People heard from speakers and held up signs calling on officials to make voting more accessible.
“It has me very concerned,” organizer Alice Primack said.
More than 700 people were charged, including multiple people from North Central Florida, for storming the Capitol to disrupt the certification of the presidential election.
Related story: State leaders reflect on the Capitol Riots one-year later
Organizer with the Unitarian Universalist Fellowship of Gainesville, Alice Primack explained her mission.
“Everyone’s vote counts and that there isn’t a question about whether it’s going to count,” Primack said.
They’re urging the U.S. Senate to pass voting rights legislation like the John Lewis Voting Rights Act that requires states to pre-clear with the federal government certain changes to their voting laws.
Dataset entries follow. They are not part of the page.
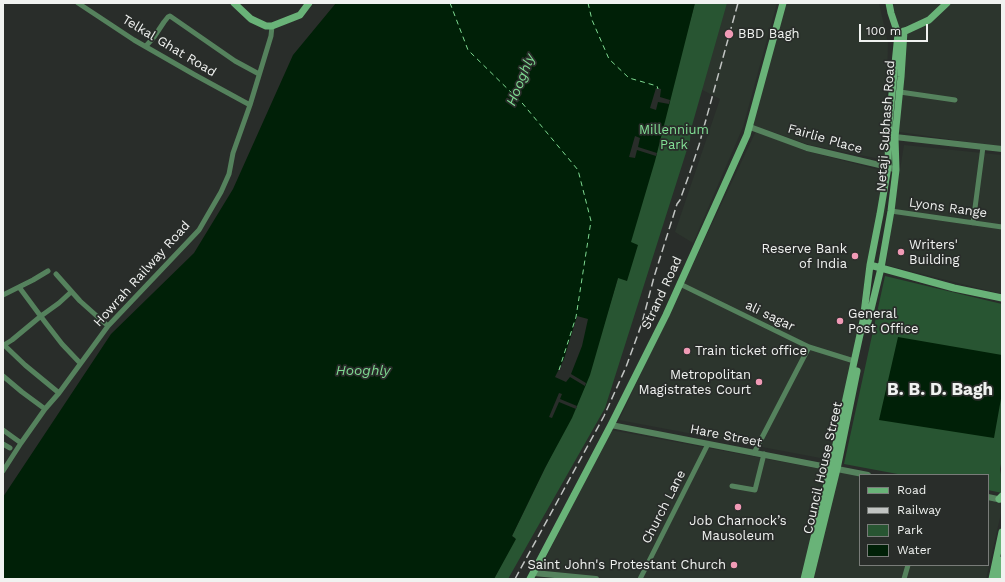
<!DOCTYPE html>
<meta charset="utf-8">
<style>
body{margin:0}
#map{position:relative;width:1005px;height:582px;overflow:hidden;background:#292d2a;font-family:"Work Sans",sans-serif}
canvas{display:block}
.frame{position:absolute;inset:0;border:4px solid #f0f2f0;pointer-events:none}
.legend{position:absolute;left:859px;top:474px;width:130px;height:92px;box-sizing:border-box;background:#292d2a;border:1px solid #797c79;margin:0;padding:5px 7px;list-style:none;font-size:12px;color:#f0f2f0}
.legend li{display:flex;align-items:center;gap:8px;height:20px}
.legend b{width:20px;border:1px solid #797c79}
.scale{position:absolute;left:859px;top:24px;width:69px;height:18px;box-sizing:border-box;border:2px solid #f0f2f0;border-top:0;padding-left:5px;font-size:12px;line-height:14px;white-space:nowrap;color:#f0f2f0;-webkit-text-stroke:3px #292d2a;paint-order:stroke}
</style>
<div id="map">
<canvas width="1005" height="582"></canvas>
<div class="frame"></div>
<ul class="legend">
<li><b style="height:5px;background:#69b378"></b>Road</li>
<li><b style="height:5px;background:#c1c4c2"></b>Railway</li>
<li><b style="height:11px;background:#285532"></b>Park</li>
<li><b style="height:11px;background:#002007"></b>Water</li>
</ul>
<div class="scale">100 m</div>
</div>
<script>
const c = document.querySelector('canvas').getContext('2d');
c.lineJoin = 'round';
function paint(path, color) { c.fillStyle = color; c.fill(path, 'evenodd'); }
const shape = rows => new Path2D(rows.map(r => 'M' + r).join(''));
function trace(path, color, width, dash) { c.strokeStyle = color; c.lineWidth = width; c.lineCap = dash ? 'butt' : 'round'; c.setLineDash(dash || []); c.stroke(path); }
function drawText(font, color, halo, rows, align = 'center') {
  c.font = font + ' "Work Sans",sans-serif'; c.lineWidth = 3.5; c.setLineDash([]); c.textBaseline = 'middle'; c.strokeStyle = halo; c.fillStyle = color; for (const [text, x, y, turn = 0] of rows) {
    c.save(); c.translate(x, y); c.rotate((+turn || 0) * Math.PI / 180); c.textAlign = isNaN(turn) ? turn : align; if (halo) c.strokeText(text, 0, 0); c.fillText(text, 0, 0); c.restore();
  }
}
paint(shape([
 [697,3,777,3,743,127,693,243,675,232,720,99,679,78],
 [782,3,879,3,888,43,885,160,810,145,750,124],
 [893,3,1002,3,1002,147,893,131,900,38],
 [756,131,806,151,887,172,886,211,867,264,855,347,831,460,619,420],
 [904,145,1002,155,1002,294,886,265,892,219],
 [611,430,831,471,800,579,535,579],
 [833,471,860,475,860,565,988,565,988,498,1002,500,1002,509,986,579,806,579]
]), '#2c352d');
paint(shape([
 [695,3,727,3,691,129,690,140,605,408,508,579,494,579,515,538,512,536,585,386,618,278],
 [885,276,1002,304,1002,459,1000,469,1002,480,1002,493,988,490,988,475,903,475,844,464]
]), '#285532');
paint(shape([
 [336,3,695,3,655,161,631,242,638,245,627,281,618,278,590,375,572,418,545,468,512,536,516,539,494,579,3,579,3,497,111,334,194,253,233,189,293,55],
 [898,337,1002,355,1002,393,994,438,879,420]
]), '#002007');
paint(shape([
 [656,88,661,89,660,97,670,100,669,104,658,102,656,110,650,108],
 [635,136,640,138,638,147,657,153,656,156,637,150,635,158,629,157],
 [577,316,588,319,582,346,571,374,586,383,585,386,570,377,566,382,555,377,564,359],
 [559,393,562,394,560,399,577,406,576,409,559,402,552,418,549,417]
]), '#292d2a');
trace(shape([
 [450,3,468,50,523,104,578,170,591,221,576,317,559,370],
 [588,3,592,20,609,59,629,78,657,86,658,89]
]), '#7eda91', 1, [5, 4]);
trace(shape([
 [78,3,134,40,195,75,250,105],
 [146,46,154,37,164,22,168,17,170,16,235,61,259,74],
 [900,92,955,100],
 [891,211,1002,227],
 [973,223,983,147],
 [56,274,80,301,108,326],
 [680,284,809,347,854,361],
 [19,287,33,280,48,271],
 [3,295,19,287,45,322,62,344,80,363],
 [3,344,25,365,59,393],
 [4,345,12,340,41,316,59,303,71,292],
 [3,376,22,392,45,409],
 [3,430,21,443],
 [3,444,10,448],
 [754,453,809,347],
 [3,471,21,443,45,409,59,393,108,326,199,230,221,192,229,174,233,153,250,105,271,36,272,26],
 [732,486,755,490,764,454],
 [640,579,708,444],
 [904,579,908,565]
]), '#55825d', 5);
trace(shape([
 [750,127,807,148,888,167,896,170],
 [890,137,895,137,1002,149],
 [611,425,868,475],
 [988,497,1002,500],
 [534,573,596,579]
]), '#55825d', 6);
trace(shape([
 [234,3,251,19,266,26,272,26,300,15,309,3],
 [901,33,929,20,947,3],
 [870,265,954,288,1002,298],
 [866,330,881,268,891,211,896,170,895,137,901,77,904,31],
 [999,499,1002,496],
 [530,579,611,425,666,315,747,135,783,3],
 [804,579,831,467,863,321,870,265,880,214,888,167,889,123,898,34,891,13,889,3],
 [810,579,837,469,857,371],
 [992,579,1002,532],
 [998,579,1002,560]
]), '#69b378', 7);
trace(shape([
 [515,579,604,416,626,367,642,323,654,277,677,204,680,200,689,175,699,145,738,3]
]), '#c1c4c2', 1.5, [8, 4]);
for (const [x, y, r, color] of [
 [729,34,5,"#f09ab5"],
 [901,252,4,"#f09ab5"],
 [855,256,4,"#f09ab5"],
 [840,321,4,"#f09ab5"],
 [687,351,4,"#f09ab5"],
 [759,382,4,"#f09ab5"],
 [738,507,4,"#f09ab5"],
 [734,565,4,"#f09ab5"]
]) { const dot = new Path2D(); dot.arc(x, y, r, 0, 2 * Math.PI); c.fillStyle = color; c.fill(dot); trace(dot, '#292d2a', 1.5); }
drawText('13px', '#f0f2f0', '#292d2a', [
 ["BBD Bagh",738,34],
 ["Writers'",909,245],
 ["Building",909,260],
 ["Reserve Bank",847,249,"right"],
 ["of India",847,264,"right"],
 ["General",848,314],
 ["Post Office",848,329],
 ["Train ticket office",695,351],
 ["Metropolitan",751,375,"right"],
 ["Magistrates Court",751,390,"right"],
 ["Job Charnock’s",738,521,"center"],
 ["Mausoleum",738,536,"center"],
 ["Saint John's Protestant Church",726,565,"right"]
], 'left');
drawText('13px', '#f0f2f0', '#292d2a', [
 ["Telkal Ghat Road",169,46,31],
 ["Netaji Subhash Road",886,126,-86],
 ["Fairlie Place",825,139,16],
 ["Lyons Range",948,208,8],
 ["Howrah Railway Road",142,274,-48],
 ["Strand Road",662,293,-65],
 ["ali sagar",770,316,26],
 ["Hare Street",726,436,11],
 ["Council House Street",823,468,-77],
 ["Church Lane",664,507,-63]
]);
drawText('13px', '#83e096', '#292d2a', [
 ["Millennium",674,130],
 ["Park",674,145]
]);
drawText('italic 14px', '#7eda91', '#292d2a', [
 ["Hooghly",521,80,-68],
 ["Hooghly",363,371]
]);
drawText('bold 17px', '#f0f2f0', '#292d2a', [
 ["B. B. D. Bagh",940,390]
]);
</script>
“The federal government could undo all that voter suppression that’s going on in places like Florida and Georgia and I would put my whole body weight behind that if I could,” Murray said.
North Central Florida Representative for the 5th Congressional District Al Lawson said some lawmakers are destroying Americans rights.
“Look at all the laws that have been filed since then on voting rights to make it very difficult to vote,” Lawson said. “That’s unamerican.”
“If we don’t vote we are a hopeless people,” NAACP President of the Alachua County chapter Evelyn Foxx said.
After hearing from speakers, they waved their signs towards the street to share their message with others.
“Everyone, no matter what political party, what political beliefs, we need to pull together and make sure that we fight for everyone,” Primack said.
This vigil was just like the vigil at the capitol to remember the tragedy.
“Let’s all take a quiet minute and think about what happened,” Primack said.
They said spreading the word at events like this can help prevent a similar attack from happening again.